En plena estación invernal  las mimosas no se dan por vencidas, y a pesar de la nieve, lluvias y bajas temperaturas de los últimos días, sorprende ver en Villaviciosa  como numerosos ejemplares  han adelantado unas cuantas semanas su floración. Su vistoso  color  amarillo y olor característicos resaltan en los paisajes  y parecen querer anunciar una primavera que aun tardará en llegar.

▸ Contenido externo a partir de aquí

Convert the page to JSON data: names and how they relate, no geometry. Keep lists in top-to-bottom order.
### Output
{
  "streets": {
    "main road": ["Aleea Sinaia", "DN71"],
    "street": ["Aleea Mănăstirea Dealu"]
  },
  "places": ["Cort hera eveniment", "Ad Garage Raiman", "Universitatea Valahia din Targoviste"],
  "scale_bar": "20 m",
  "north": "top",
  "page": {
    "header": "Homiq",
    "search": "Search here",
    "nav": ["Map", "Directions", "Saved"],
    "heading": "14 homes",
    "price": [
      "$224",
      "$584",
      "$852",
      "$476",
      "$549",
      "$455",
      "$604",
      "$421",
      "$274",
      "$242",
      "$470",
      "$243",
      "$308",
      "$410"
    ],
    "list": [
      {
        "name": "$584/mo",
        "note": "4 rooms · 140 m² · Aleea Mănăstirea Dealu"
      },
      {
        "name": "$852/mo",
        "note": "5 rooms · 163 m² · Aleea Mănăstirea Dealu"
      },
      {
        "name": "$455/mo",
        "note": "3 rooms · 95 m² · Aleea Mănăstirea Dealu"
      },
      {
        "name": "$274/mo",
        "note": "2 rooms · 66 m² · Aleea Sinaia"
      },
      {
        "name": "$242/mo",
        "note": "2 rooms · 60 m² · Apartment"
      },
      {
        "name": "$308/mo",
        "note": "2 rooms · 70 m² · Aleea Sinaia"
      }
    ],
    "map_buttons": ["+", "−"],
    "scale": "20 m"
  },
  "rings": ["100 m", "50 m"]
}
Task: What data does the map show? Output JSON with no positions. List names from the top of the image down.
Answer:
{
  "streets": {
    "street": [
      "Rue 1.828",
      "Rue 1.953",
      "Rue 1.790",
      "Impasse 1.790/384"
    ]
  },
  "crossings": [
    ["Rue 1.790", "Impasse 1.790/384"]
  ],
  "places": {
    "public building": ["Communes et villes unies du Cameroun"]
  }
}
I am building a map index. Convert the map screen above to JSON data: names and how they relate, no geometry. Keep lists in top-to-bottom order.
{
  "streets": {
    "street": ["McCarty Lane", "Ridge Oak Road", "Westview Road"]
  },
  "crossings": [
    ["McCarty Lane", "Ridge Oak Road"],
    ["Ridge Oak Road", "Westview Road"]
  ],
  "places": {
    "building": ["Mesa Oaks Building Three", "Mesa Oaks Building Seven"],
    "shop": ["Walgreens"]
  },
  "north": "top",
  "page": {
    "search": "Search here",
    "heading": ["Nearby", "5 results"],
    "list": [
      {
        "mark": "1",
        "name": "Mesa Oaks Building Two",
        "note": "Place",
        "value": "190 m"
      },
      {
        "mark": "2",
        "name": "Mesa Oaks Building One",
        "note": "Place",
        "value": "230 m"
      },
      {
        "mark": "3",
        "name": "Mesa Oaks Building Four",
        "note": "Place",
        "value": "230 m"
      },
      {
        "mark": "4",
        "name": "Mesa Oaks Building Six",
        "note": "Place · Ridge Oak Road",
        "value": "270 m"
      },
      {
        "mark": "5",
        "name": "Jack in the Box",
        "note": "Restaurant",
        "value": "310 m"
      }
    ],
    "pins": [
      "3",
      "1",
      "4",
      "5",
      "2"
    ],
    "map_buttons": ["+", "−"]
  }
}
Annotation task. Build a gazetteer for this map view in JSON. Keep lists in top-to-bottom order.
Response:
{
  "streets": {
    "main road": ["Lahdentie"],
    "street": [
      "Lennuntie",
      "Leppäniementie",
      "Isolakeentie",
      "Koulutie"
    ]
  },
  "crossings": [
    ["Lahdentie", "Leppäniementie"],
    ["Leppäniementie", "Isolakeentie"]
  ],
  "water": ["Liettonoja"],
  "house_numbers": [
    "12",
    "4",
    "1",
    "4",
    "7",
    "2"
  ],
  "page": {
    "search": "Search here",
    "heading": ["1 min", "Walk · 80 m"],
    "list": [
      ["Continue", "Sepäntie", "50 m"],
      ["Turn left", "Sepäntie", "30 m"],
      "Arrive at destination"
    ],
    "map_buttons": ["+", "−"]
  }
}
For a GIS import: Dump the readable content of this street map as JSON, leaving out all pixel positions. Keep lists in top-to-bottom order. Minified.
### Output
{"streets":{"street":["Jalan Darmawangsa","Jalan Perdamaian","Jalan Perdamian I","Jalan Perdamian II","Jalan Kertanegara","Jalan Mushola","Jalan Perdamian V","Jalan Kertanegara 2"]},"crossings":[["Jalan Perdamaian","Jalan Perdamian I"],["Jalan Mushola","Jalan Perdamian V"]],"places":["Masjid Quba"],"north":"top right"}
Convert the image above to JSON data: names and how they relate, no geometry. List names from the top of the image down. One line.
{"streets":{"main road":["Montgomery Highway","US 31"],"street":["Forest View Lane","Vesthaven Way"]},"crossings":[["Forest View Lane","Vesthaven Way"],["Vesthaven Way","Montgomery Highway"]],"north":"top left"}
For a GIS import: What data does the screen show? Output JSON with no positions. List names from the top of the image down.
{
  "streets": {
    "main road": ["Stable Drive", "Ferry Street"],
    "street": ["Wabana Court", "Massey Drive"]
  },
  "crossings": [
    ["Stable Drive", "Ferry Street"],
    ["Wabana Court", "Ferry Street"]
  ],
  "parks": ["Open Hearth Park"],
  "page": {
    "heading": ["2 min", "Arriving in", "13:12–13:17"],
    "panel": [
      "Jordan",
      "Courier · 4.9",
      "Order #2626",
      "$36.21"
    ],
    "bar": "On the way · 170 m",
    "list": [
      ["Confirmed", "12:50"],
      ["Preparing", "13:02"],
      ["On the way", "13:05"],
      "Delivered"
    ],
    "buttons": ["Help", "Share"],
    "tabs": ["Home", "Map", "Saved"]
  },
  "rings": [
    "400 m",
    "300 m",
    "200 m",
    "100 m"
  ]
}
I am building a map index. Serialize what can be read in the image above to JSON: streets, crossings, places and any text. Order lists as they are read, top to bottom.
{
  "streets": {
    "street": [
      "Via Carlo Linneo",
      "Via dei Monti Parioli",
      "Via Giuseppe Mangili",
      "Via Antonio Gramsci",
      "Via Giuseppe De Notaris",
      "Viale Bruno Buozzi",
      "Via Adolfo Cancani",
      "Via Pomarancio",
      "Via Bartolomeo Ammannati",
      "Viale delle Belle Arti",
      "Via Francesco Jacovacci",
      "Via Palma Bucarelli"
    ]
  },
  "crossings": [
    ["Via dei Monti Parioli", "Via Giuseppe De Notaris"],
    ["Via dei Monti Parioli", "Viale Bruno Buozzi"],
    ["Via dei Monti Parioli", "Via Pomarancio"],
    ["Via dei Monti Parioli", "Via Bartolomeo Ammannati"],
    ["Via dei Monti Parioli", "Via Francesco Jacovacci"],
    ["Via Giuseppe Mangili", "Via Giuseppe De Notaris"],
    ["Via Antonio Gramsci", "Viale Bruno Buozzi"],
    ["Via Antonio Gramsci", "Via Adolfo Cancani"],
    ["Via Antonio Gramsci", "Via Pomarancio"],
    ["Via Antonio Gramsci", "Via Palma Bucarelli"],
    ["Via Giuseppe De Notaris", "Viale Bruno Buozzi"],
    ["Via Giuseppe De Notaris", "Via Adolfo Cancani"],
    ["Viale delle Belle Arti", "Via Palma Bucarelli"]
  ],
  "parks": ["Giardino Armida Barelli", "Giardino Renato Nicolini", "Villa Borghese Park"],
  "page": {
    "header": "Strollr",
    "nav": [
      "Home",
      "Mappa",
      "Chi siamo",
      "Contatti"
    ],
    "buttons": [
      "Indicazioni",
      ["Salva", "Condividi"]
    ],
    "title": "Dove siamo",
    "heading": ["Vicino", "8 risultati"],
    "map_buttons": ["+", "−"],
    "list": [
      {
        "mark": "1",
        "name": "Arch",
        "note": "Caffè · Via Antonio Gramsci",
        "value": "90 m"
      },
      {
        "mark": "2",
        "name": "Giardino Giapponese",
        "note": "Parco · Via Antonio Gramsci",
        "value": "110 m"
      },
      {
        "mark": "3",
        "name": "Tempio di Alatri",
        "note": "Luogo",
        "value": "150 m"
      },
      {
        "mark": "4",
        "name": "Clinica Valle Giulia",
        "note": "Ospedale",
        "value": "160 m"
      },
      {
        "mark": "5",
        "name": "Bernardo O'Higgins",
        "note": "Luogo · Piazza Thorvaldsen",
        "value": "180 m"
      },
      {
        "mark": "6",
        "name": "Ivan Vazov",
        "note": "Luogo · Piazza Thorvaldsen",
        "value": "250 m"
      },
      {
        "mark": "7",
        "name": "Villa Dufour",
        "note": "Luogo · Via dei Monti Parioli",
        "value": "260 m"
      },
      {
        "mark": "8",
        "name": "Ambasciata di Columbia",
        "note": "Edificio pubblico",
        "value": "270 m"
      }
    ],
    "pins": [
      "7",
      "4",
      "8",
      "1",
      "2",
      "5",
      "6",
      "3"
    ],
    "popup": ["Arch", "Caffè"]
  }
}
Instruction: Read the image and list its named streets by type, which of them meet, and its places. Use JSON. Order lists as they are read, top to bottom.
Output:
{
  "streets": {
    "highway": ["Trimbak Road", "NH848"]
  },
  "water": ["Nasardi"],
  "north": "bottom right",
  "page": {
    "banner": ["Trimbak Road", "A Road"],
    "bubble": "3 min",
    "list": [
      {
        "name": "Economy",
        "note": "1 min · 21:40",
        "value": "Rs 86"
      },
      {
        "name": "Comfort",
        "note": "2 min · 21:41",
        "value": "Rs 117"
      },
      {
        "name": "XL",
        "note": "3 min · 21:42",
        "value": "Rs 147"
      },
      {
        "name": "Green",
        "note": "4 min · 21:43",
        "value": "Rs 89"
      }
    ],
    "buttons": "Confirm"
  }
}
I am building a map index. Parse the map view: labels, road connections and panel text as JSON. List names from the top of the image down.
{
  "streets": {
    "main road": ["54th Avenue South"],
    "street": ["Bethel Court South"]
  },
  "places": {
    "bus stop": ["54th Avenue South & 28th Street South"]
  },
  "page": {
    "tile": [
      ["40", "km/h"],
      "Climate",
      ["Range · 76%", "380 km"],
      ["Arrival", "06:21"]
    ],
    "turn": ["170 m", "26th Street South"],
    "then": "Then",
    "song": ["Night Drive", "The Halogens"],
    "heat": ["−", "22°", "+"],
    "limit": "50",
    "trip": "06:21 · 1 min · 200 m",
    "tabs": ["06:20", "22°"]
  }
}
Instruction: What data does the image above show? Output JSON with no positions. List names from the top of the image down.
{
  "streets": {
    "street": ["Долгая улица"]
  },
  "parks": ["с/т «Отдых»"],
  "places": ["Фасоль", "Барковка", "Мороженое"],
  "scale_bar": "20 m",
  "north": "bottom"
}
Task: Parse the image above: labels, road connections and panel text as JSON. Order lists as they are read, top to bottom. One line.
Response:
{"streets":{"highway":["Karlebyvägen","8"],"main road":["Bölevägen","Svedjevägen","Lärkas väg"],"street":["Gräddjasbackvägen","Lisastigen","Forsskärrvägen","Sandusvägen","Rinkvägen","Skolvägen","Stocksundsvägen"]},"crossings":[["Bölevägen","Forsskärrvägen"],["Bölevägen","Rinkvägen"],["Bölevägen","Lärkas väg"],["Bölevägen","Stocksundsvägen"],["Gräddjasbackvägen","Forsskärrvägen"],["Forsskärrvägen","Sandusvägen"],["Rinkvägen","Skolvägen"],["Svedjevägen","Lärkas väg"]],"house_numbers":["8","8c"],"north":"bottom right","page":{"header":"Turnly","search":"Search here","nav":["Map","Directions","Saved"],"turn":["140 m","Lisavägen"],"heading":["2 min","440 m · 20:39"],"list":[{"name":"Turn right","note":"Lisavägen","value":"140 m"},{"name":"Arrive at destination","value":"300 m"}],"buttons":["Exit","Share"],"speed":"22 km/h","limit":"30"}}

Son muchos los bosques, prados o jardines del concejo maliayo donde este arbusto ya se puede ver con las primeras flores del año. Pero es en las zonas más cercanas a la ría, como Tornón, Seloriu, Bedriñana, Carda, Sebrayu o San Martín del Mar donde las mimosas ya se ven en pleno esplendor. Unos paisajes que esta semana se aprecian oscuros y austeros por los efectos de las borrascas invernales, lo que hace que las primeras mimosas destaquen aún más plenamente floridas.

La mimosa es una planta originaria de Australia y Tasmania que en España fue introducida en 1824, llegando a muchas zonas de los paisajes asturianos como especie  ornamental o para fijar terrenos con sus raíces. En la actualidad, la Mimosa común (Acacia dealbata) y la Mimosa negra (Acicia melanoxylon) están consideradas especies invasoras. Pero según explican algunos naturalistas maliayos,  “no debe olvidarse que la Mimosa común, lleva con nosotros desde mediados del siglo XIX". "Utilizada con prudencia y no dejando que sus brotes se extiendan de manera desmesurada, es un excelente árbol ornamental, que lleva más de un siglo poniendo una nota de color en gran parte de las quintanas asturianas, en medio del desolado paisaje invernal en nuestra tierra", añaden.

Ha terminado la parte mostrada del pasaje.